When an abnormal Y chromosome is present, gonadectomy is usually performed to prevent malignancy of the remaining gonads [7]. More commonly, this is performed in females with an XY karyotype, usually at a much earlier age, to eliminate the malignant potential of suggestive gonadal tissue. If her karyotype was just lacking some portion of X chromosome, she wouldn’t have needed this surgery. Fortunately, no malignancy was found in the streak gonads pathology, despite delayed surgery in our patient.
In this case report, we described a female patient diagnosed with mosaic Turner syndrome diagnosed at 61 years of age. Instead of the typical clinical presentation of Turner syndrome, the patient’s chief complaint was general edema, and the diagnosis was initiated by cardiac examination.
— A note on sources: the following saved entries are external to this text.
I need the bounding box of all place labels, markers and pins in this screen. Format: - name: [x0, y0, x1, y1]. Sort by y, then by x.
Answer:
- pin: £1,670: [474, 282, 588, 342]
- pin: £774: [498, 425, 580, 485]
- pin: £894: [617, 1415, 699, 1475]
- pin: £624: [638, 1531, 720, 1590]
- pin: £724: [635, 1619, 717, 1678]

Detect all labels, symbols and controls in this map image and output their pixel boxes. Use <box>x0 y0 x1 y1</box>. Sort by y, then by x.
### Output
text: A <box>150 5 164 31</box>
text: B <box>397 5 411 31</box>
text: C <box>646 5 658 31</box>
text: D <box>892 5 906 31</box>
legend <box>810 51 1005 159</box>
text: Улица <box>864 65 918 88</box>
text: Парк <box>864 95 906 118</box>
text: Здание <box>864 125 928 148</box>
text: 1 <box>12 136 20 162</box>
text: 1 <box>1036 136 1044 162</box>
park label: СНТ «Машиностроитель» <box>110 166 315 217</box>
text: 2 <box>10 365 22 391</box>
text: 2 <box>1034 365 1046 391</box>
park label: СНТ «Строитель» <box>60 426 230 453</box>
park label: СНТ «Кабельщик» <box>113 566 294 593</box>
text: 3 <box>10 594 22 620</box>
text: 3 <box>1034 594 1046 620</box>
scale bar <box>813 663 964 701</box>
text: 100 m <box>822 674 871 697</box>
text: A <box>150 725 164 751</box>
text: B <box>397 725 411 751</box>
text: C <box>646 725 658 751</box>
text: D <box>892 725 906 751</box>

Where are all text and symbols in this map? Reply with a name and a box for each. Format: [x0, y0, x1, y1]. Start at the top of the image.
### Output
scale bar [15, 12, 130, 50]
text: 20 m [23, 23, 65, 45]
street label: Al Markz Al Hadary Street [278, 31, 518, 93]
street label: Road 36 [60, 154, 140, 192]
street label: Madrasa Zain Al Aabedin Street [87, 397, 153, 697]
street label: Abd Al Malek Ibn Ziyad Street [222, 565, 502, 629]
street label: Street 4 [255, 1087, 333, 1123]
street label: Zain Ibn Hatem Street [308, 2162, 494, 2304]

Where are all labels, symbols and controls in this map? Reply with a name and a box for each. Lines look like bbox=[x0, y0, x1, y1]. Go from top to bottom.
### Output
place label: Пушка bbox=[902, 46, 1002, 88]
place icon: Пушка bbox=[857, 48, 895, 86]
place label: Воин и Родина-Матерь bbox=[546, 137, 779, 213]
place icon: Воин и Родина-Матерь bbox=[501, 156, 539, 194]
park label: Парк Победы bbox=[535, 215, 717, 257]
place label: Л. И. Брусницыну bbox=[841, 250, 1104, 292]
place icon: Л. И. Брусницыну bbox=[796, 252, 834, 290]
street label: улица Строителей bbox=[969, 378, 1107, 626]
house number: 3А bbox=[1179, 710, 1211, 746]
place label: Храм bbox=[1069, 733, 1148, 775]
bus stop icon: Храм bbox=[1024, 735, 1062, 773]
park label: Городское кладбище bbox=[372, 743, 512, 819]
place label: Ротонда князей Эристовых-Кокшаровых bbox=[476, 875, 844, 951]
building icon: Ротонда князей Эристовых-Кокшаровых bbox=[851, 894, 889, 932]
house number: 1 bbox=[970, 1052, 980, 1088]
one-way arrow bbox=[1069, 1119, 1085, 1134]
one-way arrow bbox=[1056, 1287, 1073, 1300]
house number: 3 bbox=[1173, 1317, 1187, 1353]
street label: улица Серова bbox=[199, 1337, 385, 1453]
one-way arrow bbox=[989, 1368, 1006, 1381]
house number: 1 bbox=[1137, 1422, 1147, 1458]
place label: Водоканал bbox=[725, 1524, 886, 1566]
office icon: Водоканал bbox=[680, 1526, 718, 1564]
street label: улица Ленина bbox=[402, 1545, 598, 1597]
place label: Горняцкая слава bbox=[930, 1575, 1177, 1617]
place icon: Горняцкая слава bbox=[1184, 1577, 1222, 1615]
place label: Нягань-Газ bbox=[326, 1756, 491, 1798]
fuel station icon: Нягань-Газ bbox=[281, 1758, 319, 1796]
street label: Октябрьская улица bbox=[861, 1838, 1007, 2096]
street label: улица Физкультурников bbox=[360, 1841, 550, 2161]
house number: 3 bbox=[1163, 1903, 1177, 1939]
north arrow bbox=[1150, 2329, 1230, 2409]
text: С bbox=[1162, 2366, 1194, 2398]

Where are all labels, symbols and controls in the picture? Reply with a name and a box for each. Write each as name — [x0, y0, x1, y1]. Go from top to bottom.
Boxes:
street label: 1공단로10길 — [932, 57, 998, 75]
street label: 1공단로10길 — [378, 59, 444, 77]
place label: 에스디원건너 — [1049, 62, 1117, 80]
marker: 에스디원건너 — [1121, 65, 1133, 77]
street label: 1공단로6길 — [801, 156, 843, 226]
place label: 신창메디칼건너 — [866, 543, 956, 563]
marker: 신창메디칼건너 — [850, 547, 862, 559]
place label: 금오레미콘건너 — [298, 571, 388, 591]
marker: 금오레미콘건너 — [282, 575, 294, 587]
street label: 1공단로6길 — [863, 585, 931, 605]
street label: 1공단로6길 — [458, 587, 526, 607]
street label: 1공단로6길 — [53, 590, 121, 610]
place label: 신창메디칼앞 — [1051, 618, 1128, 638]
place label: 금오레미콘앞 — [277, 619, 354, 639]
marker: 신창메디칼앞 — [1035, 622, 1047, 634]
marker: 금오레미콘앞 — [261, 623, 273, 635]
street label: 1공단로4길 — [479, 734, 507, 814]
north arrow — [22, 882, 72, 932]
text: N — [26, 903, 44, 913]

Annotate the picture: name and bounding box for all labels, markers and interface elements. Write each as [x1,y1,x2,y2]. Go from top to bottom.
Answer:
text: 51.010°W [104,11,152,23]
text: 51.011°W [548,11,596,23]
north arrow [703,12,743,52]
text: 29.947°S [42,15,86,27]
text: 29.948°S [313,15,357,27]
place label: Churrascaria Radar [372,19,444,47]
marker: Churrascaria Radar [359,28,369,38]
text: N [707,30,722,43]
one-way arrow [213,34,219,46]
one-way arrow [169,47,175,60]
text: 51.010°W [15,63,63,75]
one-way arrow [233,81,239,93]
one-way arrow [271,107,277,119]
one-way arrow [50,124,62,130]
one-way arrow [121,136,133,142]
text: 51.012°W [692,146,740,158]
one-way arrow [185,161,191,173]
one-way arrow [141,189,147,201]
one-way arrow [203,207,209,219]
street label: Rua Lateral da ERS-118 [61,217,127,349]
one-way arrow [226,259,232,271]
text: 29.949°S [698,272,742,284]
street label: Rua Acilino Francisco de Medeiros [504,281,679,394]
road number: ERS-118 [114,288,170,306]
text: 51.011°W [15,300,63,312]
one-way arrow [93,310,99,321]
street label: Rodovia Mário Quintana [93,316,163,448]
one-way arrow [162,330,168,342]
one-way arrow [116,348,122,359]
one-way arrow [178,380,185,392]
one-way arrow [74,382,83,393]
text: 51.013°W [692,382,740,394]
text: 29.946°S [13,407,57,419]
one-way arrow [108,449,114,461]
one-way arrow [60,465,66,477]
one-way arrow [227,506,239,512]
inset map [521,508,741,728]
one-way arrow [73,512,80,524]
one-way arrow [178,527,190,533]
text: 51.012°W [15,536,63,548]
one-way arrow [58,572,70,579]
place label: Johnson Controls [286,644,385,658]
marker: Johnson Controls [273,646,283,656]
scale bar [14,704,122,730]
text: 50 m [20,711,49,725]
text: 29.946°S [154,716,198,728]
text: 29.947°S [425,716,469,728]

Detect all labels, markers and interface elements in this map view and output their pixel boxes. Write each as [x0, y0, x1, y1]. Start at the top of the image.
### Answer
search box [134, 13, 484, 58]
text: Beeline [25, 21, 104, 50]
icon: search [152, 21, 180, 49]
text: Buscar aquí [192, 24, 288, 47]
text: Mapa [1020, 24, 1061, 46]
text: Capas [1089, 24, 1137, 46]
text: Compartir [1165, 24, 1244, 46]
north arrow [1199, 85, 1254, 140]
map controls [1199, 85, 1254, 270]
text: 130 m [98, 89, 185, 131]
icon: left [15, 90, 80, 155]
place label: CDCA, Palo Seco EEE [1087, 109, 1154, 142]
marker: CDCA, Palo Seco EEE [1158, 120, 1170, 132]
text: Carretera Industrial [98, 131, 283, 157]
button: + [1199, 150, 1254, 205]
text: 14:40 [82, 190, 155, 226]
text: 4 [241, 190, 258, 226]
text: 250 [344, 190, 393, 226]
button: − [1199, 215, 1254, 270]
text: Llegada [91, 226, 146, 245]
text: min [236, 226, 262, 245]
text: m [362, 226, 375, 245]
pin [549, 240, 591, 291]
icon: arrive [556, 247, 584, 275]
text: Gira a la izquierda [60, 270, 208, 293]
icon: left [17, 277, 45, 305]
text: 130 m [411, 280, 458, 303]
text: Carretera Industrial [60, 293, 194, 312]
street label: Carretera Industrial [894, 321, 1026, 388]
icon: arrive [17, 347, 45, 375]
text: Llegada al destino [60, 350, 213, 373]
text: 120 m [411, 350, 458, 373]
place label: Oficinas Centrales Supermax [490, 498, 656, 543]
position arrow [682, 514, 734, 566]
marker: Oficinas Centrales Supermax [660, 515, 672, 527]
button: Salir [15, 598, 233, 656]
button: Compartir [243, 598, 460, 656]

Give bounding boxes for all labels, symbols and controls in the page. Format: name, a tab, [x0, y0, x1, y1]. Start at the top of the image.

If a patient’s clinical features differ from the typical clinical course of the disease, physicians must consider another diagnosis. This is particularly important in cases with challenging diagnoses. Additionally, the patient’s medical history may not be accurate. Therefore, physicians should verify and correlate medical histories with other clinical findings. After confirming the diagnosis, long-term multidisciplinary care to improve the patient’s well-being is important.
Footnotes
FUNDING: No funding to declare.
CONFLICT OF INTEREST: No potential conflict of interest relevant to this article was reported.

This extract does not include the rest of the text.